The dream of many people is to one day open a bar, restaurant, hotel, whatever, when they get old, instead of just retiring. They have spent their whole lives at a job that they may not have liked, that they were not passionate about, but they have also saved good money along the way. What to do with it? If you’ve cut back enough, you might have a cushion to make a bucket list like starting a business.
Kathy Coleman Wood has always had an interest in travel. Her father was with the US Army, later the National Security Agency, so Wood lived in various places, including Munich, Germany, where she was born, and Melbourne, Australia. Finally, the family settled in Laurel, Maryland, near the NSA headquarters in Ft. Meada. There, she led the life of a typical teenager growing up in the suburbs in the 1960s (think “The Wonder Years”), attending Laurel’s junior and senior high schools.

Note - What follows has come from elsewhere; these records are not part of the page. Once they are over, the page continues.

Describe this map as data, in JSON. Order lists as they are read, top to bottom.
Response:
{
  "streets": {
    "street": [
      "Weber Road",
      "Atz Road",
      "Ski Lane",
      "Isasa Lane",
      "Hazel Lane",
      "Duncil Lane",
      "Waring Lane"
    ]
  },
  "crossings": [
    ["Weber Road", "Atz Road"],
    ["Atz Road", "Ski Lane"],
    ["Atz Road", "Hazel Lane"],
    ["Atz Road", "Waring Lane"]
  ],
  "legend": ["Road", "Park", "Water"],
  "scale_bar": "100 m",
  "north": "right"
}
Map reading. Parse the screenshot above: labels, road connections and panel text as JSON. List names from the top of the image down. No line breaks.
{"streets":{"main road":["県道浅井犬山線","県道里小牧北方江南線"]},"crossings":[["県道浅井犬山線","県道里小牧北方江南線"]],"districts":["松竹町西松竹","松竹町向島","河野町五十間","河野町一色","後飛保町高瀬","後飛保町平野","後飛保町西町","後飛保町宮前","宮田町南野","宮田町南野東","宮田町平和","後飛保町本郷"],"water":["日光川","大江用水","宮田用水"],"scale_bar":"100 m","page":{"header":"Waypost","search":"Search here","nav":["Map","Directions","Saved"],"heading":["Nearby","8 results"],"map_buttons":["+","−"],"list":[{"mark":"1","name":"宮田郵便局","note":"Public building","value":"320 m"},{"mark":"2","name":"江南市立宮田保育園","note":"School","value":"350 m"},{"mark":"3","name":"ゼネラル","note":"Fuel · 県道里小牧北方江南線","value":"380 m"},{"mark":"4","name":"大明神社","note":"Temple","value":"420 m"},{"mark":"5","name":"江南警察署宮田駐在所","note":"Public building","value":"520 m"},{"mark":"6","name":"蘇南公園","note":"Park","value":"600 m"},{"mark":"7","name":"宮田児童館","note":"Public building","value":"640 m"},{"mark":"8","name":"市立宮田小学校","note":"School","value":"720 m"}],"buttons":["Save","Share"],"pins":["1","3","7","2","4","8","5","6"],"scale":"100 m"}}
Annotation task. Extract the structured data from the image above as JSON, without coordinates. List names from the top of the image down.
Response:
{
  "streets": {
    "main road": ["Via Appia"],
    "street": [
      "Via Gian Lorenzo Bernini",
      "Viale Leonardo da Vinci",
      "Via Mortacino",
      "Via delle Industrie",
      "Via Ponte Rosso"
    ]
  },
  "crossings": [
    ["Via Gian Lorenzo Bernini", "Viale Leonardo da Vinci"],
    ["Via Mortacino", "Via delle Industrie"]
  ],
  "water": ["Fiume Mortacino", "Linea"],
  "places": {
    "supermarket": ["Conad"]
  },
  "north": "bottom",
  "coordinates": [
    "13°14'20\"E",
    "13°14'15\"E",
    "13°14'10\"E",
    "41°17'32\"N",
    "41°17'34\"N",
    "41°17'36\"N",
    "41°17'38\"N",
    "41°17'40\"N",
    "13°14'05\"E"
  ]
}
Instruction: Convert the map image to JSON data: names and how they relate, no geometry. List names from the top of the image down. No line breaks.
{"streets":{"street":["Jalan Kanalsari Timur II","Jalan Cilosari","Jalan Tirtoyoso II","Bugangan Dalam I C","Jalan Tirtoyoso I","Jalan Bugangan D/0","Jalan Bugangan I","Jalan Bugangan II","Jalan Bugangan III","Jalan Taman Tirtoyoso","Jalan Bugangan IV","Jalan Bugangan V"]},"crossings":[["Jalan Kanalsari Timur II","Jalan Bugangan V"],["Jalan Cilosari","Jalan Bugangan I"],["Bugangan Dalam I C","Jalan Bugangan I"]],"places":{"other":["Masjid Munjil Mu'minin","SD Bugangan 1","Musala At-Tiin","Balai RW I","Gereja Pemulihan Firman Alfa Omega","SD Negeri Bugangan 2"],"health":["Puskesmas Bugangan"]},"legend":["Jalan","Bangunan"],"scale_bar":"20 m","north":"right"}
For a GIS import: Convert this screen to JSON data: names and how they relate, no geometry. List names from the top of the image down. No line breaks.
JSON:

But Wood was always an achiever. As a senior, she was class secretary, homecoming queen and co-editor of the yearbook. After graduation, she attended a small university in Tennessee, Tusculum, where she graduated with a perfect 4.0 average. She then moved to Philadelphia, Pennsylvania, and earned an MBA from the Wharton Graduate School of Business. Wood went on to hold human resources positions at a number of companies, from the large – Union Carbide/Martin Marietta, now part of Lockheed-Martin – to the medium, Plasti-Line/ImagePoint – to the small – CTI, Inc. Her schedule for much of her career was grueling—“60-hour work weeks,” she admits—as so many middle- and upper-level management jobs require.
As a relief, she and her husband, Charley, took a short trip to France in early 2003. The couple enjoyed the experience so much that they decided to use some of the money they had saved over the years. to return for 14 months, i. 2004-05, a sabbatical from life, if you will. Wood says that’s where she hatched her plan to open a boutique travel company. She had already established many connections with the local French people, and she knew the country ax. Why not let others experience the same treasures she found, and make money at the same time?
Wood designed the company’s brochures and, instead of sending out Christmas cards that year, she sent the flyers to her entire mailing list. Surprise: She only got nine catchers! But Wood was having fun, and she firmly believed in his idea.
As with any good story, random things happen – call it luck – that change the course of life. A USA Today writer was researching Luberon, France, the area Provence Wood specialized in, and wanted advice. A 2006 film starring Russell Crowe and directed by Ridley Scott, “A Good Year,” caught the reporter’s attention. The subsequent USA Today article appeared above the fold on page one of the travel section, and mentioned Wood’s company. The answer: More than 800 guides, almost more than she and her husband could handle.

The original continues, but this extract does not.